In the cement sector, the carbonation process has been considered as one of the strategies for mitigating CO2 emissions owing to its ability to capture atmospheric CO2 [1]. The main mechanism underlying the carbonation process is the reaction between hydration products (e.g., Ca(OH)2) and atmospheric CO2, trapping CO2 into concrete structures. Despite a long-term durability issue caused by the drop in pH (<9), which initiates the corrosion of reinforcements, the carbonation process holds the potential to induce a synergistic effect on improving the durability performance via the carbonation products (e.g., CaCO3), such as densification of porosities [[2], [3], [4]], crack healing [5,6], and occasionally strength enhancement [[7], [8], [9]]. For this reason, extensive research has been conducted to elucidate the essential features of carbonation regarding pH level [10,11], mineral composition [2,12,13], microstructure [14,15], density [[16], [17], [18]], portlandite depletion [19], and carbonation shrinkage [20,21] in cementitious materials (near the surface).

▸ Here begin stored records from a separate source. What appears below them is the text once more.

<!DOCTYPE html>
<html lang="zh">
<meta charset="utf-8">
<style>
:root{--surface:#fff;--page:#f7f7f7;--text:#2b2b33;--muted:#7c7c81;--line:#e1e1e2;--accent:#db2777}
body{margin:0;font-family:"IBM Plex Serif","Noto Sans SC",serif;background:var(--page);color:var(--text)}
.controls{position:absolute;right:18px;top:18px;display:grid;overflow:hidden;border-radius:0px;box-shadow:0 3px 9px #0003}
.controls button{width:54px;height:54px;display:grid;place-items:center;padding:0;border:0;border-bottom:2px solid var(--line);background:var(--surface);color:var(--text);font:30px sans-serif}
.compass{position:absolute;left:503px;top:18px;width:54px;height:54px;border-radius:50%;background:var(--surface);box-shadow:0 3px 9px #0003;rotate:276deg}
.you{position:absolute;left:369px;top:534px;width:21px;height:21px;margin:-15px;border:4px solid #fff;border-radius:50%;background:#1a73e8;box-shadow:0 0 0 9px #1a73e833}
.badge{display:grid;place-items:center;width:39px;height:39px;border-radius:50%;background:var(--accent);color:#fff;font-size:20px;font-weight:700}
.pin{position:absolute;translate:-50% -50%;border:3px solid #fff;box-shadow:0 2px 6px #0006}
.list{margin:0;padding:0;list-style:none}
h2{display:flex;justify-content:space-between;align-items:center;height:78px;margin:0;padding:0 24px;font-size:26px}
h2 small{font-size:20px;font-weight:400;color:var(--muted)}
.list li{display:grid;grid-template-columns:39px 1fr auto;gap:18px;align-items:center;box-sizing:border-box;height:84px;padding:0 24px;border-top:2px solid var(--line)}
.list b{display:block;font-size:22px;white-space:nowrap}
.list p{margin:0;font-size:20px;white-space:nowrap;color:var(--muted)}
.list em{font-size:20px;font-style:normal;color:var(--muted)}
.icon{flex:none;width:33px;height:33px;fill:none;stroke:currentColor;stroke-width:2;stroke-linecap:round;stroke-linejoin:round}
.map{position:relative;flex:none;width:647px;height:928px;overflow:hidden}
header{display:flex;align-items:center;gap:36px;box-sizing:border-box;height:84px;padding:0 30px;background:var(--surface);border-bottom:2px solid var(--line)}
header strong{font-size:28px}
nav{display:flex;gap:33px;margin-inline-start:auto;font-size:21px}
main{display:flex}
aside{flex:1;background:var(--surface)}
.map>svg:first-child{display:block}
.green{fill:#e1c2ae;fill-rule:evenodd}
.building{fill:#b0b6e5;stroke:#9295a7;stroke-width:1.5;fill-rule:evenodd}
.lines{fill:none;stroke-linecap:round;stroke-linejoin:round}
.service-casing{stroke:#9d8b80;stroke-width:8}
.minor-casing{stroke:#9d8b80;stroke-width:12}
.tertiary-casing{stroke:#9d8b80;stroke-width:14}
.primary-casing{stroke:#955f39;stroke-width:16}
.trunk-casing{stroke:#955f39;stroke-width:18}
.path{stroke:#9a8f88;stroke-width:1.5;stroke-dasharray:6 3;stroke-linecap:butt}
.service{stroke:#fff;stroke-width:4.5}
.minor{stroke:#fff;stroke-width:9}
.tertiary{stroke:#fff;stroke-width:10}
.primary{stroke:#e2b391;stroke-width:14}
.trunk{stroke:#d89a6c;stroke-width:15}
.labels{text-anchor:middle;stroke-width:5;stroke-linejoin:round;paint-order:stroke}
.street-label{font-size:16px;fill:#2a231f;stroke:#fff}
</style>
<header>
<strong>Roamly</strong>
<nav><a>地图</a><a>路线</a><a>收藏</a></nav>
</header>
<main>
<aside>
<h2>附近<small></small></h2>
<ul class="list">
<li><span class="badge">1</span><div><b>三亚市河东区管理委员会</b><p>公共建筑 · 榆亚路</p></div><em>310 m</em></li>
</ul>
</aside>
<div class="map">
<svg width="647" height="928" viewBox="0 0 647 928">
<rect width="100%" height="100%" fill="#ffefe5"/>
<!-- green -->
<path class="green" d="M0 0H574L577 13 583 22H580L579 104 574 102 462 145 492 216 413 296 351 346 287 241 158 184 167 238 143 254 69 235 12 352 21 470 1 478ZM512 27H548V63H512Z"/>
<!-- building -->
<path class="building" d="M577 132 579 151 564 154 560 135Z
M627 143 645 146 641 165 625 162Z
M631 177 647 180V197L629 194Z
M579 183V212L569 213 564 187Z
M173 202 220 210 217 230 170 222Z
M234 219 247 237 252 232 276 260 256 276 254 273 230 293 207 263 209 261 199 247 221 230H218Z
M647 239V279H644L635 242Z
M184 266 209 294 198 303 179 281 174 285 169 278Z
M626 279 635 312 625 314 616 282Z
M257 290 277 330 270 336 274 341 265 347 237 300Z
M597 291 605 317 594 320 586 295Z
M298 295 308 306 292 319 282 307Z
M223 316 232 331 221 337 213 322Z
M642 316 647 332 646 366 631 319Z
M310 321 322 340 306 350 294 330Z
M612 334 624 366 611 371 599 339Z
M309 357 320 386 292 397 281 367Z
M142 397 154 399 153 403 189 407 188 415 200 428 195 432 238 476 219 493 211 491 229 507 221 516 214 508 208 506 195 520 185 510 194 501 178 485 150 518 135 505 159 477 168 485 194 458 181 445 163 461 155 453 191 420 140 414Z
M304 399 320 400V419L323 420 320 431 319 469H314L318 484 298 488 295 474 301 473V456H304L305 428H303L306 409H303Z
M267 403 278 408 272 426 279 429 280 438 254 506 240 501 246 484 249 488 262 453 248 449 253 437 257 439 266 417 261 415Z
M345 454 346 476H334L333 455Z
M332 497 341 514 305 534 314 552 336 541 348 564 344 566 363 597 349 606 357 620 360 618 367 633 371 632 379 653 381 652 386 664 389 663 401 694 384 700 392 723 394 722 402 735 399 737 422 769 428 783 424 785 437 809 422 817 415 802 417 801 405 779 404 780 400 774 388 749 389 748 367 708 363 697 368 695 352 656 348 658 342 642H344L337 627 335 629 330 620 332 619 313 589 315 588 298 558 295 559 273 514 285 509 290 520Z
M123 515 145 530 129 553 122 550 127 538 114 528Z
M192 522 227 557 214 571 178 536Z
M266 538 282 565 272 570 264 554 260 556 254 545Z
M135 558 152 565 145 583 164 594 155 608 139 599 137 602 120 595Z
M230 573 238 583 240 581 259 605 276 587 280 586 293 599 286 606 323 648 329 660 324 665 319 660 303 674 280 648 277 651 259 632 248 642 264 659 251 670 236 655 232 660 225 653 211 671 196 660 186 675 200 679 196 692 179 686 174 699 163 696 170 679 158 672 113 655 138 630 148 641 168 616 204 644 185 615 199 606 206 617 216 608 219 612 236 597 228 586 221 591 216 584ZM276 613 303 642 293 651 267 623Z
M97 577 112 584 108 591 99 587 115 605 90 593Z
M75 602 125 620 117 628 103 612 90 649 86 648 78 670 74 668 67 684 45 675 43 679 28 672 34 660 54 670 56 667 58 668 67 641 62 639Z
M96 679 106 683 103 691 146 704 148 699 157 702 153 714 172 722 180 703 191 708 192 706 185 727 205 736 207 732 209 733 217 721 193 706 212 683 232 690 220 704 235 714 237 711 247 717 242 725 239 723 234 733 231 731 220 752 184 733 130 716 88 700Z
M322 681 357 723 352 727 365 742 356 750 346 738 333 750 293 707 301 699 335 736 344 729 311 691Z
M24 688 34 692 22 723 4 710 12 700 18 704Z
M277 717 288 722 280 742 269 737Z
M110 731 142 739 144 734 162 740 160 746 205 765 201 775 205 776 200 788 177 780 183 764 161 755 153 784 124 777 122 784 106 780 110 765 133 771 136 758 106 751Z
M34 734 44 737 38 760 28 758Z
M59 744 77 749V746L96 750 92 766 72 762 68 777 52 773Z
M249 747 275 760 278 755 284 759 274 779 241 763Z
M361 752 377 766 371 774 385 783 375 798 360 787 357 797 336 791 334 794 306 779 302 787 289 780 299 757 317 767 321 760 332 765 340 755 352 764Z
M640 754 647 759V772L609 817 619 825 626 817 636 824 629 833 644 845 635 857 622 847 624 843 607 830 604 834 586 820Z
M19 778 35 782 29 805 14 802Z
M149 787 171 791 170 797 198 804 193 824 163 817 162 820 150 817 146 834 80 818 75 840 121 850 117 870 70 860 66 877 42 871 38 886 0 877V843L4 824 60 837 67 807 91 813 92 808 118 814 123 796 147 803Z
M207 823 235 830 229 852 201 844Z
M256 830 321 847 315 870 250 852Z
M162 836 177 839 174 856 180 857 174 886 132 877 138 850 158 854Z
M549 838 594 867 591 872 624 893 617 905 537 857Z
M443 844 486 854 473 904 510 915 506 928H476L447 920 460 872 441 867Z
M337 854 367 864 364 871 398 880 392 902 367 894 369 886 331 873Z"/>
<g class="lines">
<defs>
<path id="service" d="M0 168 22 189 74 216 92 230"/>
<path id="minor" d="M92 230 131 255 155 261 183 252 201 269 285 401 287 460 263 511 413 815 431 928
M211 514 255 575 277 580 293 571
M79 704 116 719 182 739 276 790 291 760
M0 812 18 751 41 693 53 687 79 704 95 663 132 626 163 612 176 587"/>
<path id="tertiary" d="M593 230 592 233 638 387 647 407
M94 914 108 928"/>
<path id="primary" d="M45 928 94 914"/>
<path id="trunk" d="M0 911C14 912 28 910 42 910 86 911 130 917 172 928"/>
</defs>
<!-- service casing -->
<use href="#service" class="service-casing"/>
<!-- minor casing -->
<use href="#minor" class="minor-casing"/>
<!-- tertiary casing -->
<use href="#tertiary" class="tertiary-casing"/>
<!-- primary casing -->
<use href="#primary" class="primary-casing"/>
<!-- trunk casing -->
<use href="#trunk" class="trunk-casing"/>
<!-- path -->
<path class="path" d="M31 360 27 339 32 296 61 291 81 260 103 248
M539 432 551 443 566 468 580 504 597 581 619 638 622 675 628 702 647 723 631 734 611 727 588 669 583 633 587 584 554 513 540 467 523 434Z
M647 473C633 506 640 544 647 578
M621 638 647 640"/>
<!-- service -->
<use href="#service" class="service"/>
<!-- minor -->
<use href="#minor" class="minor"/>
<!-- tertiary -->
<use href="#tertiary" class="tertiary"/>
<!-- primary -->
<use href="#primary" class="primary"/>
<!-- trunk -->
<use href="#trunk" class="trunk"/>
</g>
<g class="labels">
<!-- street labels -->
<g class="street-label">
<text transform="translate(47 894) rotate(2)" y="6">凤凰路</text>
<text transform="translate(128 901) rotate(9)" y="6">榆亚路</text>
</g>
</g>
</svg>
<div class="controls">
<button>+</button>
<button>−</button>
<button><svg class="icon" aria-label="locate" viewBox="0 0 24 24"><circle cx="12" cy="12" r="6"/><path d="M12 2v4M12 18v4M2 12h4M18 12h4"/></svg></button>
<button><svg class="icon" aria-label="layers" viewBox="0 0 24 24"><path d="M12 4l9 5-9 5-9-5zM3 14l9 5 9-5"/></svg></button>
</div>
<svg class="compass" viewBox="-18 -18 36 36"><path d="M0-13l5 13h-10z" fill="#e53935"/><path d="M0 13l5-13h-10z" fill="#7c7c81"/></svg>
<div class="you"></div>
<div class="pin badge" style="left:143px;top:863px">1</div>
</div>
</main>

In particular, understanding the spatial distribution of the carbonation front also called carbonation depth, is of importance because the physicochemical properties of the carbonated area may be different from those of the uncarbonated area, similar to a layered material. To estimate the carbonation front, many prediction methods have been developed based on analytical and numerical approaches considering gas diffusion and hydration kinetics. Some examples include a mathematical model for analyzing the carbonation process in concrete [22,23] and a spatial profile of the carbonation front using thermogravimetry (TG) or Quantitative X-ray diffraction (QXRD) analysis with a carbonation model [24]. The evidence in these references well accounts for the chemical reactions as well as the flow of gas and moisture. Recently, a new experimental method that visualizes the diffusion of alkalis and sulfur has been introduced, taking into account the sharpness and tortuosity of the carbonation front [25]. Nevertheless, most of the approaches introduced here have been conducted in a destructive manner and rely on the use of additional samples, only suitable for limited sample dimensions in the laboratory. Recently, prediction models based on machine-learning (ML) algorithms that consider key features of the carbonation process, e.g., exposure time and concentration of CO2, binder amount, aggregates, and water-to-binder ratio, have been developed for determining the carbonation depth [[26], [27], [28], [29], [30]]. While the ML-based approaches show some promising opportunities for linking the change in the mixture and properties with the carbonation depth, there remain important unresolved issues. For example, ML-based approaches lack the ability to consider the roughness at the carbonation front and the differences caused by the spatial distribution of aggregates and pores in the vicinity of carbonation front. Moreover, the prediction accuracy can vary depending on the quality/quantity of training data, causing a huge difficulty in collecting the input data.